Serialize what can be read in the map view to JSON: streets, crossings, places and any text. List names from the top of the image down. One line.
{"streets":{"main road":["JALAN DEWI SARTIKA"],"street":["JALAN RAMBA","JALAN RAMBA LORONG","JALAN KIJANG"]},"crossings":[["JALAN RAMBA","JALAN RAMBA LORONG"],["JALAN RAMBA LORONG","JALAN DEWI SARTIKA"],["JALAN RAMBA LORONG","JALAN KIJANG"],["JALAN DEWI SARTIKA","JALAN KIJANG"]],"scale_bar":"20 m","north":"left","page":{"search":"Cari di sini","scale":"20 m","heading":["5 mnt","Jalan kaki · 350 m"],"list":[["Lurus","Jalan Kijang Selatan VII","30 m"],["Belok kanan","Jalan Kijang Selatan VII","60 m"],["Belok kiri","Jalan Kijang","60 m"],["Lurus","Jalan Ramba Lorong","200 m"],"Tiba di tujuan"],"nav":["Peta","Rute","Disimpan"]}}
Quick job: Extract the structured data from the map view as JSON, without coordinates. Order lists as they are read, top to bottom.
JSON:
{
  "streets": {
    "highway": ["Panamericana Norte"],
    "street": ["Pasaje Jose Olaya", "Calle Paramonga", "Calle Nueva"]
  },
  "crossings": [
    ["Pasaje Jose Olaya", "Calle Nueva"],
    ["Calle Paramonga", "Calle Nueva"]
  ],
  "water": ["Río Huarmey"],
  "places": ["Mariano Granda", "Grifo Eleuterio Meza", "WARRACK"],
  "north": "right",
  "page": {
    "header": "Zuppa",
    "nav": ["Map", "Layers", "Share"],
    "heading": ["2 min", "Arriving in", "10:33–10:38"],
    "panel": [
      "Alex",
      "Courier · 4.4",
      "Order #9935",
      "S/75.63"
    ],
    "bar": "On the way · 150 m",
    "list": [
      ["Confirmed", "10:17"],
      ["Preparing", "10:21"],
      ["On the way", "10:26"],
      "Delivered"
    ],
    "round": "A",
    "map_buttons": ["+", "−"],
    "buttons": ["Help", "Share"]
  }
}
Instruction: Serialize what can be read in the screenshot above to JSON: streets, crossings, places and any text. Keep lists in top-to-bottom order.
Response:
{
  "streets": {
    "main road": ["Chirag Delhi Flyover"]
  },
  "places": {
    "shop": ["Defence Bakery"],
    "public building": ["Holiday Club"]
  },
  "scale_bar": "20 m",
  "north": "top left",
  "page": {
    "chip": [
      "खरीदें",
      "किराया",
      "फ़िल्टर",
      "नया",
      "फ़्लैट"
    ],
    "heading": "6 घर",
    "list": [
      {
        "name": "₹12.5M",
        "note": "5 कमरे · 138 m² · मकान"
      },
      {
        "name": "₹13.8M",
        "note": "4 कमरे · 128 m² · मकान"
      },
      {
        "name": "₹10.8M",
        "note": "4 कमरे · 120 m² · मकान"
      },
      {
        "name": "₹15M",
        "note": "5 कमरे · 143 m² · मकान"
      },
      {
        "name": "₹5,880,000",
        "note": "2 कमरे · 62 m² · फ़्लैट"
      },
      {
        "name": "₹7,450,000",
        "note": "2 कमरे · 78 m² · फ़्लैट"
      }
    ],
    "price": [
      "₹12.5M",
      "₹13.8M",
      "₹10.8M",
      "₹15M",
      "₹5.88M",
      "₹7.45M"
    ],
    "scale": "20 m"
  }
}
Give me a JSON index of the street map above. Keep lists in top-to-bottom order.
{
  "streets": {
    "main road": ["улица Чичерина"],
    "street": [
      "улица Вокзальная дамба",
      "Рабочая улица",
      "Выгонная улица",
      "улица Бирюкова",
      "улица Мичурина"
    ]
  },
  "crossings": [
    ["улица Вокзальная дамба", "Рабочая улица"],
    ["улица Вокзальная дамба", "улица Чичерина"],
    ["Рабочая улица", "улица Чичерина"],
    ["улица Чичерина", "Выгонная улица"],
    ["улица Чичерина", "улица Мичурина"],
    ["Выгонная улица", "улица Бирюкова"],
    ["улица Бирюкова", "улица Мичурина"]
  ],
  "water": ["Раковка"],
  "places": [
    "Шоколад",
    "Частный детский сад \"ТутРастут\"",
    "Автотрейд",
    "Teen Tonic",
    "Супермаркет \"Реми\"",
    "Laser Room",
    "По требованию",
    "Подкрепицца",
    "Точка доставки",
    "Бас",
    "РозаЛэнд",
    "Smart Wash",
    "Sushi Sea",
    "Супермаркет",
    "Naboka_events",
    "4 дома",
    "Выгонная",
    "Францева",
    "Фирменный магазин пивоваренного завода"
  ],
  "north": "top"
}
....
- **Description of the task**:
Copy all the entries exactly.

- **Answer to the problem**:
Serialize what can be read in the map view to JSON: streets, crossings, places and any text. List names from the top of the image down. One line.
{"streets":{"main road":["JALAN DEWI SARTIKA"],"street":["JALAN RAMBA","JALAN RAMBA LORONG","JALAN KIJANG"]},"crossings":[["JALAN RAMBA","JALAN RAMBA LORONG"],["JALAN RAMBA LORONG","JALAN DEWI SARTIKA"],["JALAN RAMBA LORONG","JALAN KIJANG"],["JALAN DEWI SARTIKA","JALAN KIJANG"]],"scale_bar":"20 m","north":"left","page":{"search":"Cari di sini","scale":"20 m","heading":["5 mnt","Jalan kaki · 350 m"],"list":[["Lurus","Jalan Kijang Selatan VII","30 m"],["Belok kanan","Jalan Kijang Selatan VII","60 m"],["Belok kiri","Jalan Kijang","60 m"],["Lurus","Jalan Ramba Lorong","200 m"],"Tiba di tujuan"],"nav":["Peta","Rute","Disimpan"]}}
Quick job: Extract the structured data from the map view as JSON, without coordinates. Order lists as they are read, top to bottom.
JSON:
{
  "streets": {
    "highway": ["Panamericana Norte"],
    "street": ["Pasaje Jose Olaya", "Calle Paramonga", "Calle Nueva"]
  },
  "crossings": [
    ["Pasaje Jose Olaya", "Calle Nueva"],
    ["Calle Paramonga", "Calle Nueva"]
  ],
  "water": ["Río Huarmey"],
  "places": ["Mariano Granda", "Grifo Eleuterio Meza", "WARRACK"],
  "north": "right",
  "page": {
    "header": "Zuppa",
    "nav": ["Map", "Layers", "Share"],
    "heading": ["2 min", "Arriving in", "10:33–10:38"],
    "panel": [
      "Alex",
      "Courier · 4.4",
      "Order #9935",
      "S/75.63"
    ],
    "bar": "On the way · 150 m",
    "list": [
      ["Confirmed", "10:17"],
      ["Preparing", "10:21"],
      ["On the way", "10:26"],
      "Delivered"
    ],
    "round": "A",
    "map_buttons": ["+", "−"],
    "buttons": ["Help", "Share"]
  }
}
Instruction: Serialize what can be read in the screenshot above to JSON: streets, crossings, places and any text. Keep lists in top-to-bottom order.
Response:
{
  "streets": {
    "main road": ["Chirag Delhi Flyover"]
  },
  "places": {
    "shop": ["Defence Bakery"],
    "public building": ["Holiday Club"]
  },
  "scale_bar": "20 m",
  "north": "top left",
  "page": {
    "chip": [
      "खरीदें",
      "किराया",
      "फ़िल्टर",
      "नया",
      "फ़्लैट"
    ],
    "heading": "6 घर",
    "list": [
      {
        "name": "₹12.5M",
        "note": "5 कमरे · 138 m² · मकान"
      },
      {
        "name": "₹13.8M",
        "note": "4 कमरे · 128 m² · मकान"
      },
      {
        "name": "₹10.8M",
        "note": "4 कमरे · 120 m² · मकान"
      },
      {
        "name": "₹15M",
        "note": "5 कमरे · 143 m² · मकान"
      },
      {
        "name": "₹5,880,000",
        "note": "2 कमरे · 62 m² · फ़्लैट"
      },
      {
        "name": "₹7,450,000",
        "note": "2 कमरे · 78 m² · फ़्लैट"
      }
    ],
    "price": [
      "₹12.5M",
      "₹13.8M",
      "₹10.8M",
      "₹15M",
      "₹5.88M",
      "₹7.45M"
    ],
    "scale": "20 m"
  }
}
Give me a JSON index of the street map above. Keep lists in top-to-bottom order.
{
  "streets": {
    "main road": ["улица Чичерина"],
    "street": [
      "улица Вокзальная дамба",
      "Рабочая улица",
      "Выгонная улица",
      "улица Бирюкова",
      "улица Мичурина"
    ]
  },
  "crossings": [
    ["улица Вокзальная дамба", "Рабочая улица"],
    ["улица Вокзальная дамба", "улица Чичерина"],
    ["Рабочая улица", "улица Чичерина"],
    ["улица Чичерина", "Выгонная улица"],
    ["улица Чичерина", "улица Мичурина"],
    ["Выгонная улица", "улица Бирюкова"],
    ["улица Бирюкова", "улица Мичурина"]
  ],
  "water": ["Раковка"],
  "places": [
    "Шоколад",
    "Частный детский сад \"ТутРастут\"",
    "Автотрейд",
    "Teen Tonic",
    "Супермаркет \"Реми\"",
    "Laser Room",
    "По требованию",
    "Подкрепицца",
    "Точка доставки",
    "Бас",
    "РозаЛэнд",
    "Smart Wash",
    "Sushi Sea",
    "Супермаркет",
    "Naboka_events",
    "4 дома",
    "Выгонная",
    "Францева",
    "Фирменный магазин пивоваренного завода"
  ],
  "north": "top"
}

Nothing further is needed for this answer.